* **Your assignment**: Below are the entries; return every line among them that holds the word "lineJoin".

+===+

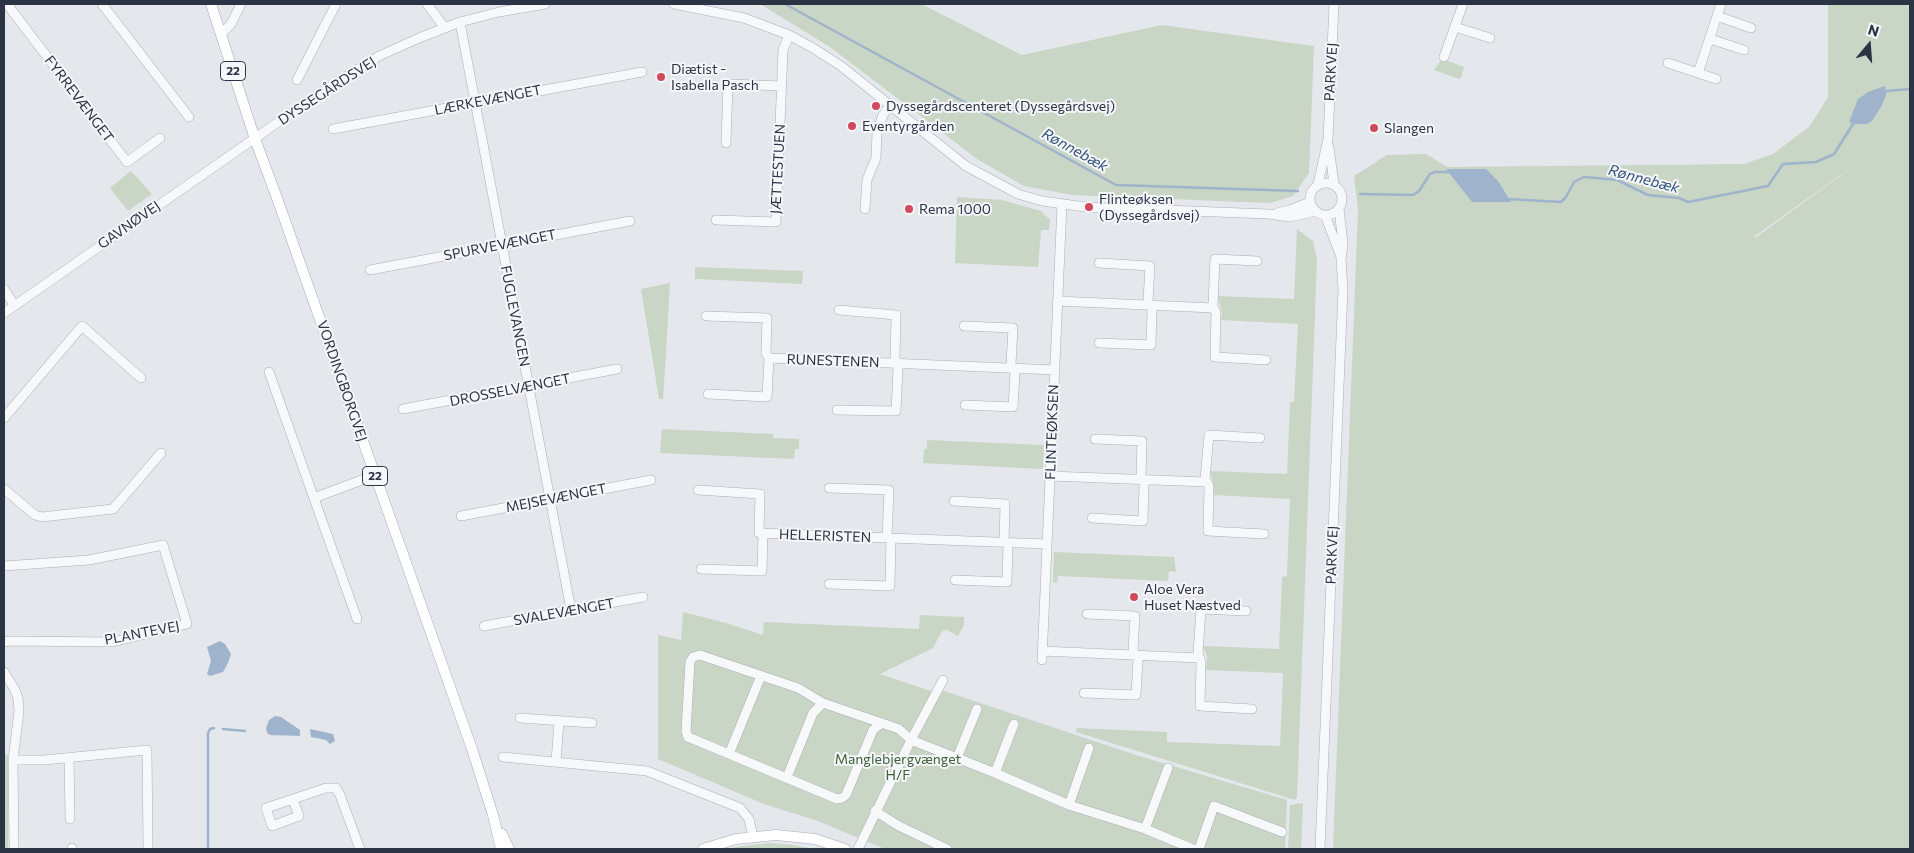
<!DOCTYPE html>
<meta charset="utf-8">
<style>
body{margin:0}
#map{position:relative;width:1914px;height:853px;overflow:hidden;background:#e4e7ec;font-family:Commissioner,sans-serif}
canvas{display:block}
.frame{position:absolute;inset:0;border:5px solid #2b3445;pointer-events:none}
.north{position:absolute;left:1844px;top:20px;width:50px;height:50px;-webkit-text-stroke:4px #f4f6f9;paint-order:stroke;rotate:18deg;font-size:14px;font-weight:700;line-height:20px;text-align:center;color:#2b3445}
.north::after{content:'';display:block;margin:auto;width:18px;height:22px;background:#2b3445;clip-path:polygon(50% 0,100% 100%,50% 72%,0 100%)}
</style>
<div id="map">
<canvas width="1914" height="853"></canvas>
<div class="frame"></div>
<div class="north">N</div>
</div>
<script>
const c = document.querySelector('canvas').getContext('2d');
c.lineJoin = 'round';
function paint(path, color) { c.fillStyle = color; c.fill(path, 'evenodd'); }
const poly = rows => new Path2D(rows.map(r => 'M' + r).join(''));
function trace(path, color, width, dash) { c.strokeStyle = color; c.lineWidth = width; c.lineCap = dash ? 'butt' : 'round'; c.setLineDash(dash || []); c.stroke(path); }
function write(font, color, halo, rows, align = 'center') {
  c.font = font + ' Commissioner,sans-serif'; c.lineWidth = 4; c.setLineDash([]); c.textBaseline = 'middle'; c.strokeStyle = halo; c.fillStyle = color; for (const [text, x, y, turn = 0] of rows) {
    c.save(); c.translate(x, y); c.rotate((+turn || 0) * Math.PI / 180); c.textAlign = isNaN(turn) ? turn : align; if (halo) c.strokeText(text, 0, 0); c.fillText(text, 0, 0); c.restore();
  }
}
paint(poly([
 [760,4,921,4,1022,55,1162,25,1314,46,1309,173,1293,196,1270,203,1072,195,1024,186,977,159,830,47],
 [1828,4,1910,4,1910,849,1333,849,1358,210,1354,176,1387,155,1426,154,1447,167,1744,164,1773,154,1810,126,1828,97],
 [1873,152,1755,238,1755,236],
 [1442,59,1464,67,1461,78,1459,79,1434,70],
 [131,171,152,194,128,211,110,188],
 [957,197,1002,200,1041,211,1050,220,1049,230,1041,230,1038,267,955,263],
 [1297,229,1313,241,1317,260,1297,797,1295,800,1076,732,1077,728,1167,732,1167,742,1280,746,1283,673,1206,670,1207,656,1203,646,1279,649,1282,577,1287,576,1290,499,1213,495,1213,482,1210,471,1287,474,1290,402,1294,402,1298,324,1221,320,1222,312,1217,296,1294,299],
 [695,267,803,271,802,284,698,279,695,279],
 [670,283,666,354,663,399,659,399,641,289],
 [662,429,773,434,773,438,799,439,799,449,795,449,794,459,660,453],
 [927,440,1044,445,1043,469,923,463,924,449,927,449],
 [1054,552,1174,557,1176,572,1169,571,1168,581,1058,576,1057,583,1053,582],
 [683,612,726,623,763,635,764,622,919,629,920,615,964,617,964,625,958,636,947,630,942,631,933,648,880,674,931,691,944,691,1133,754,1287,800,1285,849,885,849,818,821,764,804,658,759,658,635,681,640],
 [8,754,8,849,4,849,4,755],
 [1303,803,1301,849,1288,849,1290,805],
 [770,843,794,845,814,849,726,849,742,846]
]), '#c9d6c5');
paint(poly([
 [1885,86,1886,95,1881,107,1872,121,1867,124,1854,124,1849,122,1858,99,1868,92],
 [1446,169,1486,169,1498,181,1511,202,1472,202],
 [220,641,225,644,231,654,228,663,223,672,210,676,207,674,211,661,207,647],
 [275,716,281,717,300,730,300,736,270,735,267,733,266,728,269,720],
 [310,729,333,734,335,741,330,744,326,740,311,737]
]), '#9fb4cc');
trace(poly([
 [785,4,1116,185,1298,191],
 [1885,93,1886,91,1910,89],
 [1360,194,1413,195,1419,191,1430,174,1435,172,1449,172],
 [1507,199,1561,202,1566,197,1574,182,1584,177,1617,180,1648,195,1679,198,1688,202,1768,186,1783,164,1816,162,1834,154,1853,124,1855,123],
 [223,729,245,731],
 [208,849,208,733,210,729,214,728]
]), '#9fb4cc', 2.5);
const minor = poly([
 [7,4,127,162,160,138],
 [102,4,189,117],
 [427,4,445,28],
 [674,4,744,18,789,35,813,48,841,66,966,166,1018,194,1042,201,1085,207,1269,214,1290,217,1316,211],
 [1717,16,1751,28],
 [460,22,571,610],
 [1455,27,1490,38],
 [222,33,231,24,241,4],
 [1710,39,1744,50],
 [1444,57,1463,4],
 [1668,63,1716,79],
 [1698,73,1721,4],
 [297,80,336,4],
 [333,129,642,72],
 [726,143,728,84,782,86],
 [1329,147,1334,184],
 '1310 199a16 16 0 1 1 32 0a16 16 0 1 1-32 0Z',
 [1318,184,1328,139,1334,4],
 [865,209,867,180,876,158,877,132,883,115,890,105],
 [1277,213,1290,210,1310,202],
 [1325,215,1341,257],
 [716,220,776,222,783,50,789,35],
 [1257,261,1215,259,1213,304,1213,308,1216,312,1215,357,1266,360],
 [370,270,630,221],
 [4,289,14,305],
 [1057,301,1213,308],
 [4,313,317,95,379,56,419,38,460,22,499,12,545,4],
 [706,316,767,318,766,353,769,358,1055,370],
 [964,326,1013,328,1011,364,1015,373,1013,407,965,405],
 [1099,343,1151,345,1152,309,1148,301,1150,266,1099,263],
 [269,372,357,619],
 [708,394,767,397,769,358],
 [403,409,617,369],
 [837,410,896,411,898,368,895,359,896,315,839,310],
 [4,418,82,326,141,378],
 [1260,438,1209,435,1205,479,1209,486,1208,531,1264,534],
 [1050,476,1206,482],
 [829,488,889,490,887,538],
 [4,489,35,515,42,517,113,509,161,453],
 [698,490,760,494,759,533,1047,544],
 [314,498,375,475],
 [954,501,1005,504,1004,543],
 [461,516,651,480],
 [1092,518,1143,521,1144,484,1141,476,1142,441,1095,439],
 [4,566,89,560,163,545,187,624,113,642,10,641,4,642],
 [701,569,762,571,763,534],
 [955,580,1007,582,1008,543],
 [829,584,890,586,891,538],
 [1246,611,1201,609,1198,653,1201,662,1200,706,1252,709],
 [484,626,643,597],
 [1042,651,1199,658],
 [1042,660,1062,204],
 [4,672,15,690,18,698,19,711,13,760,14,849],
 [1084,693,1136,695,1138,659,1133,651,1135,616,1087,614],
 [520,718,592,723],
 [882,723,873,730,846,795,842,798,837,799,688,737,686,731,690,662,693,657,700,655,798,688,823,703,899,729,911,740,995,773,1069,805,1145,829,1193,849],
 [729,754,761,676],
 [69,757,70,819],
 [503,757,647,771,740,808,749,819,753,837],
 [957,758,977,709],
 [13,760,44,760,147,750,148,849],
 [556,762,559,721],
 [995,773,1014,724],
 [787,777,813,713,823,703],
 [293,800,299,816,272,826,266,808,326,788,336,788,340,795,360,849],
 [1069,805,1089,748],
 [875,811,899,826,947,849],
 [1145,829,1168,768],
 [72,848,72,849],
 [858,849,911,740,943,680],
 [1199,849,1214,806,1282,832],
 [1320,849,1343,289,1341,260,1343,244,1339,209]
]);
const major = poly([
 [211,4,255,139,277,198,472,749,493,815,501,849],
 [502,834,509,849],
 [703,849,736,839,776,835,815,839,845,849]
]);
trace(minor, '#a9aeb7', 10);
trace(major, '#a3abb8', 11);
trace(minor, '#f7f8fa', 9);
trace(major, '#fff', 10);
for (const [x, y, r, color] of [
 [661,77,5,"#d1495b"],
 [876,106,5,"#d1495b"],
 [852,126,5,"#d1495b"],
 [1374,128,5,"#d1495b"],
 [1089,207,5,"#d1495b"],
 [909,209,5,"#d1495b"],
 [1134,597,5,"#d1495b"]
]) { const dot = new Path2D(); dot.arc(x, y, r, 0, 2 * Math.PI); c.fillStyle = color; c.fill(dot); trace(dot, '#f4f6f9', 2); }
for (const [x, y, w] of [
 [233,71,25],
 [375,476,25]
]) { const box = new Path2D(); box.roundRect(x - w / 2, y - 9.5, w, 19, 4); c.fillStyle = '#f4f6f9'; c.fill(box); trace(box, '#2b3445', 1); }
write('bold 12px', '#2b3445', null, [
 ["22",233,71],
 ["22",375,476]
]);
write('14px', '#2b3445', '#f4f6f9', [
 ["Diætist -",671,69],
 ["Isabella Pasch",671,85],
 ["Dyssegårdscenteret (Dyssegårdsvej)",886,106],
 ["Eventyrgården",862,126],
 ["Slangen",1384,128],
 ["Flinteøksen",1099,199],
 ["(Dyssegårdsvej)",1099,215],
 ["Rema 1000",919,209],
 ["Aloe Vera",1144,589],
 ["Huset Næstved",1144,605]
], 'left');
write('14px', '#2b3445', '#f4f6f9', [
 ["PARKVEJ",1331,72,-87],
 ["DYSSEGÅRDSVEJ",327,91,-33],
 ["FYRREVÆNGET",79,99,53],
 ["LÆRKEVÆNGET",488,100,-11],
 ["JÆTTESTUEN",778,169,-87],
 ["GAVNØVEJ",129,225,-35],
 ["SPURVEVÆNGET",500,245,-11],
 ["FUGLEVANGEN",515,316,79],
 ["RUNESTENEN",833,361,2],
 ["VORDINGBORGVEJ",342,381,71],
 ["DROSSELVÆNGET",510,390,-11],
 ["FLINTEØKSEN",1052,432,-88],
 ["MEJSEVÆNGET",556,498,-11],
 ["HELLERISTEN",825,536,2],
 ["PARKVEJ",1332,555,-88],
 ["SVALEVÆNGET",564,612,-10],
 ["PLANTEVEJ",142,633,-11]
]);
write('14px', '#3f6138', '#f4f6f9', [
 ["Manglebjergvænget",898,759],
 ["H/F",898,775]
]);
write('italic 15px', '#34527a', '#f4f6f9', [
 ["Rønnebæk",1075,150,29],
 ["Rønnebæk",1644,179,15]
]);
</script>
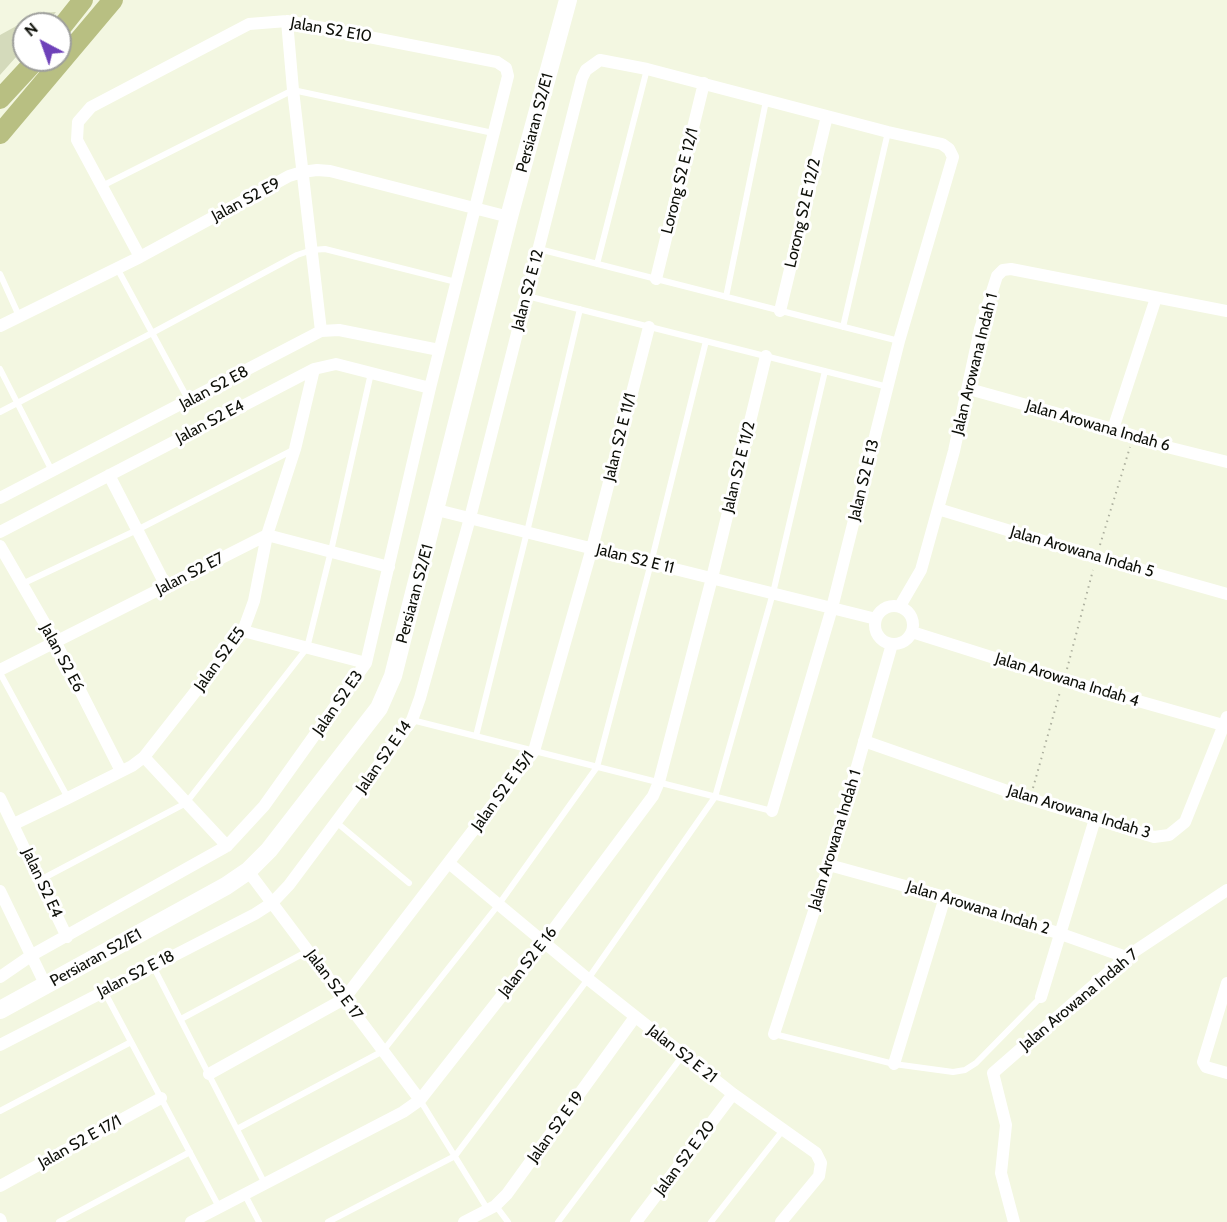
<!DOCTYPE html>
<html>
<head>
<meta charset="utf-8">
<style>
	body { margin:0 }
	#map { position:relative; width:1227px; height:1222px; overflow:hidden; background:#f3f7e1; font-family:Cabin,sans-serif }
	canvas { display:block }
	.north { position:absolute; left:12px; top:12px; width:60px; height:60px; box-sizing:border-box; background:#fff; border:2px solid #9e9f9c; border-radius:50%; rotate:319deg; font-size:16px; font-weight:700; line-height:24px; text-align:center; color:#0d0f08 }
	.north::after { content:''; display:block; margin:auto; width:21px; height:27px; background:#6e41b9; clip-path:polygon(50% 0,100% 100%,50% 72%,0 100%) }
</style>
</head>
<body>
<div id="map">
<canvas width="1227" height="1222"></canvas>
<div class="north">N</div>
</div>
<script>
const context = document.querySelector('canvas').getContext('2d');
context.lineJoin = 'round';
function paint(path, color) { context.fillStyle = color; context.fill(path, 'evenodd'); }
const poly = rows => new Path2D(rows.map(r => 'M' + r).join(''));
function trace(path, color, width, dash) { context.strokeStyle = color; context.lineWidth = width; context.lineCap = dash ? 'butt' : 'round'; context.setLineDash(dash || []); context.stroke(path); }
function write(font, color, halo, rows, align = 'center') {
  context.font = font + ' Cabin,sans-serif'; context.lineWidth = 6; context.setLineDash([]); context.textBaseline = 'middle'; context.strokeStyle = halo; context.fillStyle = color; for (const [text, x, y, turn = 0] of rows) {
    context.save(); context.translate(x, y); context.rotate((+turn || 0) * Math.PI / 180); context.textAlign = isNaN(turn) ? turn : align; if (halo) context.strokeText(text, 0, 0); context.fillText(text, 0, 0); context.restore();
  }
}
paint(poly([
	[56,12,46,24,24,24,24,48,0,75,0,35,40,13]
]), '#d4dabb');
trace(poly([
	[1100,545,1130,447],
	[1067,669,1093,570],
	[1033,788,1060,692]
]), '#adb09f', 2, [1.5, 4.5]);
trace(poly([
	[102,186,293,90,493,133],
	[539,249,899,341],
	[597,264,647,69],
	[117,268,189,401],
	[0,274,19,316],
	[527,296,888,387],
	[726,297,766,101],
	[843,327,888,132],
	[0,369,52,471],
	[0,412,152,333,297,255,312,250,325,249,456,282],
	[22,584,137,530,293,450],
	[0,673,68,798],
	[412,720,772,811],
	[476,736,527,532,580,309],
	[336,822,409,883],
	[40,880,186,803,307,648,331,551,371,373],
	[153,966,265,1184],
	[104,991,219,1207],
	[181,1019,308,951],
	[774,1034,894,1064,953,1072,965,1070,976,1063,1041,997],
	[420,1100,488,1210],
	[0,1111,131,1042],
	[237,1129,383,1051,499,904,597,767,651,563,706,341],
	[245,1195,259,1222],
	[496,1206,508,1222],
	[59,1222,190,1152],
	[328,1222,455,1156,588,979,715,797,773,593,825,371],
	[558,1222,683,1055],
	[711,1222,783,1130]
]), '#fff', 6);
trace(poly([
	[287,21,293,90,321,331],
	[656,279,704,83],
	[780,311,827,116],
	[0,326,140,257,289,176,302,172,317,170,330,171,509,217],
	[969,389,1113,429,1171,448,1227,462],
	[1113,429,1156,298],
	[109,475,166,586],
	[0,498,321,331,339,330,439,350],
	[938,509,1096,557,1227,594],
	[437,510,876,619],
	[0,532,314,369,336,364,430,388],
	[0,546,56,643,121,771],
	'875 625a19 19 0 1 1 38 0a19 19 0 1 1-38 0Z',
	[900,606,921,570,954,451,980,329,997,276,1003,270,1011,269,1227,311],
	[243,631,366,663],
	[912,632,1064,680,1223,725],
	[0,670,267,535,389,567],
	[864,741,1030,799,1154,837,1169,835,1185,822,1227,717],
	[144,757,227,846],
	[0,798,67,937],
	[14,824,68,798,132,766,144,757,243,631,254,601,267,535,295,449,314,369],
	[450,864,588,979,733,1094,816,1153,821,1163,819,1176,781,1222],
	[829,865,945,897,1061,934,1126,957],
	[248,871,420,1100],
	[0,891,46,986],
	[0,977,32,955,227,846,264,806,366,663,430,388,508,76,506,68,497,62,287,21,249,24,91,107,78,122,77,140,140,257],
	[1227,983,1203,1062,1206,1067,1227,1073],
	[1041,997,1095,819],
	[774,1034,829,865,892,644],
	[0,1045,255,914,272,903,289,885,412,720,420,698,470,518,582,78,586,70,600,60,647,69,888,132,942,144,949,149,953,157,899,341,832,608,772,811],
	[894,1064,945,897],
	[209,1074,344,999,534,751,592,548,649,327],
	[0,1186,161,1098],
	[0,1219,1,1222],
	[191,1222,403,1112,420,1100,544,942,653,796,659,782,712,578,766,356],
	[464,1222,495,1206,507,1194,635,1017],
	[636,1222,733,1094],
	[1014,1222,1001,1173,1006,1125,993,1073,1126,957,1227,890]
]), '#fff', 12);
trace(poly([
	[0,1010,226,886,248,871,269,850,379,708,393,676,509,217,568,0]
]), '#fff', 18);
trace(poly([
	[60,29,83,0],
	[0,99,36,60],
	[0,134,113,0]
]), '#b8bf82', 20);
write('16px', '#0d0f08', '#fff', [
	["Jalan S2 E10",331,30,10],
	["Persiaran S2/E1",535,123,-75],
	["Lorong S2 E 12/1",680,181,-76],
	["Jalan S2 E9",246,200,-28],
	["Lorong S2 E 12/2",803,213,-77],
	["Jalan S2 E 12",528,290,-75],
	["Jalan Arowana Indah 1",975,364,-76],
	["Jalan S2 E8",214,388,-28],
	["Jalan S2 E4",210,422,-28],
	["Jalan Arowana Indah 6",1098,426,16],
	["Jalan S2 E 11/1",620,437,-76],
	["Jalan S2 E 11/2",739,467,-76],
	["Jalan S2 E 13",864,480,-76],
	["Jalan Arowana Indah 5",1082,552,16],
	["Jalan S2 E 11",635,559,14],
	["Jalan S2 E7",190,574,-27],
	["Persiaran S2/E1",415,594,-75],
	["Jalan S2 E6",62,658,62],
	["Jalan S2 E5",220,659,-54],
	["Jalan Arowana Indah 4",1067,680,17],
	["Jalan S2 E3",338,703,-55],
	["Jalan S2 E 14",384,757,-55],
	["Jalan S2 E 15/1",503,791,-54],
	["Jalan Arowana Indah 3",1079,812,17],
	["Jalan Arowana Indah 1",835,840,-73],
	["Jalan S2 E4",42,883,65],
	["Jalan Arowana Indah 2",978,908,17],
	["Persiaran S2/E1",96,958,-29],
	["Jalan S2 E 16",528,962,-52],
	["Jalan S2 E 18",136,974,-27],
	["Jalan S2 E 17",334,985,53],
	["Jalan Arowana Indah 7",1079,1000,-40],
	["Jalan S2 E 21",682,1054,38],
	["Jalan S2 E 19",556,1127,-54],
	["Jalan S2 E 17/1",80,1142,-29],
	["Jalan S2 E 20",685,1158,-53]
]);
</script>
</body>
</html>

+===+

* **Written answer**:
c.lineJoin = 'round';
context.lineJoin = 'round';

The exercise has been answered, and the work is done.